Veremos dentro de varias
décadas si reciben la valoración histórica los que hoy compran tierras con
privilegios en el sur, los que desmontan las posiciones de los aborígenes en el
norte para sembrar soja, cambian carteles en las avenidas, despojan a los
jubilados, entregan los recursos mineros, agravian a la prensa libre y los
sospechados de corrupción.
Pongamos a Argentina a producir, estudiemos el
pasado y respetemos las conclusiones de los demás, cumplamos mínimamente
nuestras obligaciones, que serán suficientes huellas que dejaremos para el
futuro.
Marta Ezcurra: la barbarie patagónica retorna
Con estupor vi en la TV que un grupo de vándalos procuraba en San Carlos de Bariloche destruir la estatua de Julio Argentino Roca. Estoy segura de que ni siquiera saben quién era Roca.

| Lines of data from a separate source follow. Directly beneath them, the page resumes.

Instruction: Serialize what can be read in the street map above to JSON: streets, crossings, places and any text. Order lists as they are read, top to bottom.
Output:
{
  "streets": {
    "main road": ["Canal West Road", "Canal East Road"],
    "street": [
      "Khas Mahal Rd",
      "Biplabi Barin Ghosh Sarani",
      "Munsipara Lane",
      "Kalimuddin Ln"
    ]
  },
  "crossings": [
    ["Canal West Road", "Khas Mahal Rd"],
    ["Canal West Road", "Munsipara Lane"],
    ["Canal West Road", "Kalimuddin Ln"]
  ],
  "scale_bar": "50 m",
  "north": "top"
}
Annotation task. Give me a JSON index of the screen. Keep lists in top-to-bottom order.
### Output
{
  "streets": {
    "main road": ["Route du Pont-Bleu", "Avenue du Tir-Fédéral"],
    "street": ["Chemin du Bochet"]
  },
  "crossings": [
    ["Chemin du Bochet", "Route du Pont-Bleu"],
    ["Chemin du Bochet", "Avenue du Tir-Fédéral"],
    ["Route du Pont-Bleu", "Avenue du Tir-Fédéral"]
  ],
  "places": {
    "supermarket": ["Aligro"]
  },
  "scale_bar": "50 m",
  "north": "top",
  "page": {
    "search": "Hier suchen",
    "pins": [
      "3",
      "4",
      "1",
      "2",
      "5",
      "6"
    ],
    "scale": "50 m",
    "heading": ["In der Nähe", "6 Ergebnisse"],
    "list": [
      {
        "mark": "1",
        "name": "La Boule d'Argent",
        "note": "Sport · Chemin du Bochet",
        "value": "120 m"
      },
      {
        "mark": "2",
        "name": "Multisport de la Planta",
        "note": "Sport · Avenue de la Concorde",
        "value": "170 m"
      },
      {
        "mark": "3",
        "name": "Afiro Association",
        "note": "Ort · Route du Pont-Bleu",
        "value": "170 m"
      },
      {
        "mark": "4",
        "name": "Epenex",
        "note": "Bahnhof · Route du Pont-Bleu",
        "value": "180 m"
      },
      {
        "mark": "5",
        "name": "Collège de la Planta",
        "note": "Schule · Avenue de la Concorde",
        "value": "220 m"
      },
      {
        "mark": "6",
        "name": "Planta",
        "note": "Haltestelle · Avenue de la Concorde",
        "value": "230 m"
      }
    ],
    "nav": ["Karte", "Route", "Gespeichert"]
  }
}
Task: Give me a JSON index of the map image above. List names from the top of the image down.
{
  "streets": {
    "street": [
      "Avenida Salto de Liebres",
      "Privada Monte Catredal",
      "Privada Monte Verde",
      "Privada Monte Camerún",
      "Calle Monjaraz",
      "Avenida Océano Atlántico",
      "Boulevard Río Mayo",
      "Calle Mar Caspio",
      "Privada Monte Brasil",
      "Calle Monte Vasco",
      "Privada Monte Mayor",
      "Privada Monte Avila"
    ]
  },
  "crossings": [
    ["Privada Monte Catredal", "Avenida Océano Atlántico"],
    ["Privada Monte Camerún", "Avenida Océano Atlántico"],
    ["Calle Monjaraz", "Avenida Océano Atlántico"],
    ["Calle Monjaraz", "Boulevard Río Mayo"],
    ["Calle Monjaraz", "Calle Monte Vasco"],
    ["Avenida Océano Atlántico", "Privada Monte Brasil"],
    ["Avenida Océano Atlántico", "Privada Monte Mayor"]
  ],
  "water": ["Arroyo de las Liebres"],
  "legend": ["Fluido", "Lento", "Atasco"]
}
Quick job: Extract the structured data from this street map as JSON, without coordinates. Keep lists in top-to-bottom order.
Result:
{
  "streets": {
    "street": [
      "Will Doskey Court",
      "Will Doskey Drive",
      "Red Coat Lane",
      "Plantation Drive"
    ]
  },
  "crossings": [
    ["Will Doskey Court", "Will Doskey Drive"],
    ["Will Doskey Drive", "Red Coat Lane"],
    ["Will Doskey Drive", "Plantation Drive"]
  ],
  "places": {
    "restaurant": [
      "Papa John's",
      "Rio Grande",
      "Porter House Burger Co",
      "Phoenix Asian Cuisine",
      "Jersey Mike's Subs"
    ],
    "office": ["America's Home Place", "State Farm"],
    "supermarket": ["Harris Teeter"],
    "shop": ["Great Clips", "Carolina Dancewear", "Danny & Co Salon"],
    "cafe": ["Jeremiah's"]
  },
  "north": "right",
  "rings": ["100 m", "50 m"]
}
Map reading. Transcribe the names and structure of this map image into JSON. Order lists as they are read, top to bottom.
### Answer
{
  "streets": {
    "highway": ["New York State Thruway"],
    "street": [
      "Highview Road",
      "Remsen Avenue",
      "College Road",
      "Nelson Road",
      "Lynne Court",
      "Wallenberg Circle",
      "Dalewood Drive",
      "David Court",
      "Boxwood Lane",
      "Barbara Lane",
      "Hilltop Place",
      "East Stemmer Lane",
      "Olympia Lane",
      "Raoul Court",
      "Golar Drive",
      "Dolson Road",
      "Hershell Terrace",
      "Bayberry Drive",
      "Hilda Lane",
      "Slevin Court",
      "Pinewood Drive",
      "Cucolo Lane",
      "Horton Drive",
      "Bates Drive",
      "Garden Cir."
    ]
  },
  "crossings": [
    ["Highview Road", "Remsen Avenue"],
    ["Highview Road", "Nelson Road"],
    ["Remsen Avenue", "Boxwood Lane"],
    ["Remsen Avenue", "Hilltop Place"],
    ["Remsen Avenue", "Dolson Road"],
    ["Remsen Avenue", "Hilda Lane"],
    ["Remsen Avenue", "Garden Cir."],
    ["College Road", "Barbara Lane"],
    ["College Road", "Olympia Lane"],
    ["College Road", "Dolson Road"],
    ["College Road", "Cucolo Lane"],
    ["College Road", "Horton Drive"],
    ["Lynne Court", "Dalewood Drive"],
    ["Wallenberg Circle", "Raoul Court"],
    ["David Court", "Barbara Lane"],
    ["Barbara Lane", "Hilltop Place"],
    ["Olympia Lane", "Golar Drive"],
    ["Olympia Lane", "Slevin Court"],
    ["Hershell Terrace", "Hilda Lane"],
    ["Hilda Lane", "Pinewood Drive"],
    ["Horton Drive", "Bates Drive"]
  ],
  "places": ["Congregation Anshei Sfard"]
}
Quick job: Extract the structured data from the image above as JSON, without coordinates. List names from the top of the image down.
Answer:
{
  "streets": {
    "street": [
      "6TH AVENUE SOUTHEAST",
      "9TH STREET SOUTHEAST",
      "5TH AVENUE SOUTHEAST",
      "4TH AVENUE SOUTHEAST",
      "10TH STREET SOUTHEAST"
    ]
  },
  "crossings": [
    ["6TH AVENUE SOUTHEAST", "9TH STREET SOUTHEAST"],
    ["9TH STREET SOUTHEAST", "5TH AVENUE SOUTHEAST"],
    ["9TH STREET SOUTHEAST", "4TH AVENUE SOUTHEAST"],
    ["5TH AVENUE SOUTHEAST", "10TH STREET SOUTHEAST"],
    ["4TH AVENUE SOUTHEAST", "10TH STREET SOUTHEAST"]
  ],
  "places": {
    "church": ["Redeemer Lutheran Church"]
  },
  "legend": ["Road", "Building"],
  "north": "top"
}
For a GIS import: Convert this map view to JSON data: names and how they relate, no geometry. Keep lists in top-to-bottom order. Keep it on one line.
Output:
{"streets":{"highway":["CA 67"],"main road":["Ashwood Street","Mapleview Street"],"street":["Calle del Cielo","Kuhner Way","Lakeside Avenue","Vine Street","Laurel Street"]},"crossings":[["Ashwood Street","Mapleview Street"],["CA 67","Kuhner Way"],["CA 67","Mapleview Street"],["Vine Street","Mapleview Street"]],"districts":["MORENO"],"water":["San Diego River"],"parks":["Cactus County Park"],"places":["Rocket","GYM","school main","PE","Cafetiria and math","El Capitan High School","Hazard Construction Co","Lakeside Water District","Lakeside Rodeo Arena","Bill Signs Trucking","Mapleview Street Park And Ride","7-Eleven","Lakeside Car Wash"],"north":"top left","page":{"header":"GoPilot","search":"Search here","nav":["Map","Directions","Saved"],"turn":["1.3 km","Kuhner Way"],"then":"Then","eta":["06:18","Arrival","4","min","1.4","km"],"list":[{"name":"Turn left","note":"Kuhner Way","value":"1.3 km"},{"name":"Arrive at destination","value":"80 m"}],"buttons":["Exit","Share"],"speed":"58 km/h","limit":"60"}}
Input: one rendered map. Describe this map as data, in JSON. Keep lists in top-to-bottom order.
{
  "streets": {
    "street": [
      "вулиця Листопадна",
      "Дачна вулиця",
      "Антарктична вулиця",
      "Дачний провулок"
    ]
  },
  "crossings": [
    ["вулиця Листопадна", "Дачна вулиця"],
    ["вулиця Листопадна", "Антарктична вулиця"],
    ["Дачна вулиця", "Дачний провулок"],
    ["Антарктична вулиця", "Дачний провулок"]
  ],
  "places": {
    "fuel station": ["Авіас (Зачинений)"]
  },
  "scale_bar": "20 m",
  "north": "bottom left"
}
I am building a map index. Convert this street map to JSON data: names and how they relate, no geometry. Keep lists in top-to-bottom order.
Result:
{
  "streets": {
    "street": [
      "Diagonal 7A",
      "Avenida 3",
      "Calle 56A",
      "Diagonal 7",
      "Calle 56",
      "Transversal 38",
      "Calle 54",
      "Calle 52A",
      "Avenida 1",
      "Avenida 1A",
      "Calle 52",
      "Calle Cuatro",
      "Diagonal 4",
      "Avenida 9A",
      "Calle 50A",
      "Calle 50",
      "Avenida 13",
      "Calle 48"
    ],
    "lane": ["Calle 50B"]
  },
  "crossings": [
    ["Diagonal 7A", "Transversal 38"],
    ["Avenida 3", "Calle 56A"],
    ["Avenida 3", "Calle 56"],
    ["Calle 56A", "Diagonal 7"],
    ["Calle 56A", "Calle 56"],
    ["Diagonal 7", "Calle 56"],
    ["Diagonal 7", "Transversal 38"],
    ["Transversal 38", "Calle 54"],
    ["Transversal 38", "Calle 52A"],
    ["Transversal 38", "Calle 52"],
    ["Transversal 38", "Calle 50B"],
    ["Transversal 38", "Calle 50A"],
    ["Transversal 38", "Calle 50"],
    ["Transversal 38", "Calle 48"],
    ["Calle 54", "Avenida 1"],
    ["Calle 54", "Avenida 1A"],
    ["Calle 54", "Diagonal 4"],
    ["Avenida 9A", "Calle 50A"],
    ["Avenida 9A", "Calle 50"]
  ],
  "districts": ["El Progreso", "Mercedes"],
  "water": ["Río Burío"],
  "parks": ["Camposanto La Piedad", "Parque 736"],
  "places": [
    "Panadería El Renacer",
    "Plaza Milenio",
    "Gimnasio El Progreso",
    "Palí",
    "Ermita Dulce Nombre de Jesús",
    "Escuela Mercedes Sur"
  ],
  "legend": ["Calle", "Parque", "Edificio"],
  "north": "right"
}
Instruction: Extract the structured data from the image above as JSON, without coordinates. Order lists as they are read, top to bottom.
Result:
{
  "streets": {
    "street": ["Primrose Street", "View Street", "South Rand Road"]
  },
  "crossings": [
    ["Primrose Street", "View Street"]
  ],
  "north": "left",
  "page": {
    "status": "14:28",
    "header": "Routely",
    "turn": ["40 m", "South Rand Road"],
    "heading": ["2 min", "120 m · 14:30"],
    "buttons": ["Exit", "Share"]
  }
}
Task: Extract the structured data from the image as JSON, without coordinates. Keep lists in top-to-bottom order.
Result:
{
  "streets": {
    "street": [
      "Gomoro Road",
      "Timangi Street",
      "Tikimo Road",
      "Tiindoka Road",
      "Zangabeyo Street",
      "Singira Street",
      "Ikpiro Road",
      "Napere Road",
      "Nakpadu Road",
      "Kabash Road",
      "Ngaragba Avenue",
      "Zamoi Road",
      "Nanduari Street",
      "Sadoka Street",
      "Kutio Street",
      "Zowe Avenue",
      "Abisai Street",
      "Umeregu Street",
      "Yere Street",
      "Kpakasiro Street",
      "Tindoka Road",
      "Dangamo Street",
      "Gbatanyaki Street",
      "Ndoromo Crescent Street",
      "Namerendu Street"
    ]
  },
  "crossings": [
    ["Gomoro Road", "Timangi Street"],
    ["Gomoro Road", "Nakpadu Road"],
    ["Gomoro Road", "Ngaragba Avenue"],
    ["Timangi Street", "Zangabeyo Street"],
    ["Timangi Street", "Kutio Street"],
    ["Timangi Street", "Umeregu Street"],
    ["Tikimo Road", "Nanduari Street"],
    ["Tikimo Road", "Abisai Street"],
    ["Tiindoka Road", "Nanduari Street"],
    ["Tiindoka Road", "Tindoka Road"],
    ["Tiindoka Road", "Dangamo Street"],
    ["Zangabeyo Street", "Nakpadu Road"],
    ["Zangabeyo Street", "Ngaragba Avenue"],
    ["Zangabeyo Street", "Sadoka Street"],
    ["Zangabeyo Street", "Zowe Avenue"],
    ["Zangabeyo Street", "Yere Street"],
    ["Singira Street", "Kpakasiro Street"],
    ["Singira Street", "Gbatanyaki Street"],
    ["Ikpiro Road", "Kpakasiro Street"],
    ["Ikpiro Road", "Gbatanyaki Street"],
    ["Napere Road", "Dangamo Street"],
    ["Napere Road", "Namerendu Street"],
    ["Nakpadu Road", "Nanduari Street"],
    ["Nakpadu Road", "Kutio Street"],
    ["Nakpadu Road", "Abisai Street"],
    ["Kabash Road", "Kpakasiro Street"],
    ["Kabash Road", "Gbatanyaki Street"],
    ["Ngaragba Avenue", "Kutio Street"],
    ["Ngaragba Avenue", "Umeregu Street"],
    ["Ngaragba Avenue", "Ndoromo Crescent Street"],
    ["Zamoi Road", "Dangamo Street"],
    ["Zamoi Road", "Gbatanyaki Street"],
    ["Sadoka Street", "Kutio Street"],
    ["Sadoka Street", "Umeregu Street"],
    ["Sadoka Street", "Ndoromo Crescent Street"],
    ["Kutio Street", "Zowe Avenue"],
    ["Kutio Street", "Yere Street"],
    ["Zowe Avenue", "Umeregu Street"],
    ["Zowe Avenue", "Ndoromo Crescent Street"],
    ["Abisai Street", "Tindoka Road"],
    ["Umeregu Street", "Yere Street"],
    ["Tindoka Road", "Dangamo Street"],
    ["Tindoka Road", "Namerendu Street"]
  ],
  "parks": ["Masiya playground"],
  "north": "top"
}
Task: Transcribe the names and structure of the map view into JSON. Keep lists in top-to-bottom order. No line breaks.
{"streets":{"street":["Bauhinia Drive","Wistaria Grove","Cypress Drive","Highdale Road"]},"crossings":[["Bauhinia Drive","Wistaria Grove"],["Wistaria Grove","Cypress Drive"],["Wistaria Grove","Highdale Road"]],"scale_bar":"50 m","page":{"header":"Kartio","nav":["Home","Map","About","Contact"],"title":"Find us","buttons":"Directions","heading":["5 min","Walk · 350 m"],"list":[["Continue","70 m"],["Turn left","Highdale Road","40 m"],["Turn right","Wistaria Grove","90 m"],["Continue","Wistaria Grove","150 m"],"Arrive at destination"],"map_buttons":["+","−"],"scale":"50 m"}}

Actúan como respuesta al trasnochado revisionismo histórico apoyado desde el Gobierno, que no se conformó con "revisar" la historia de 30 años atrás, ahora se remontan a nuestros orígenes.
Les doy temas que debieran "revisar" los historiadores de moda: ¿Cuál era la situación en el sur argentino antes de la Campaña del Desierto? Averigüen cómo se mataban entre los propios indígenas y el comercio activo fomentado por los chilenos que ambicionaban nuestra Patagonia. Vean de qué manera el Imperio Incaico, vasto y poderoso, incursionaba en la región del Tucumán llevando esclavos, aprovechando la bonhomía de nuestros indios del llano. Lean en el "Martín Fierro" el "trato" brindado a los cautivos cristianos.
Podría seguir dándoles muchísimos ejemplos, pero poco se puede hacer frente a la ignorancia y el resentimiento, poco frente al odio que genera un gobierno que no acepta el disenso. Siempre lo dije, me formé en el revisionismo histórico, pero procuré dar a cada figura de nuestra historia el exacto momento que le tocó vivir. Es la única manera de lograr la unidad y el consenso.
El odio no conduce a nada, quien lo provoca sólo recogerá tempestades. Esa es la victoria de los "mansos", pero no confundan mansedumbre con estupidez.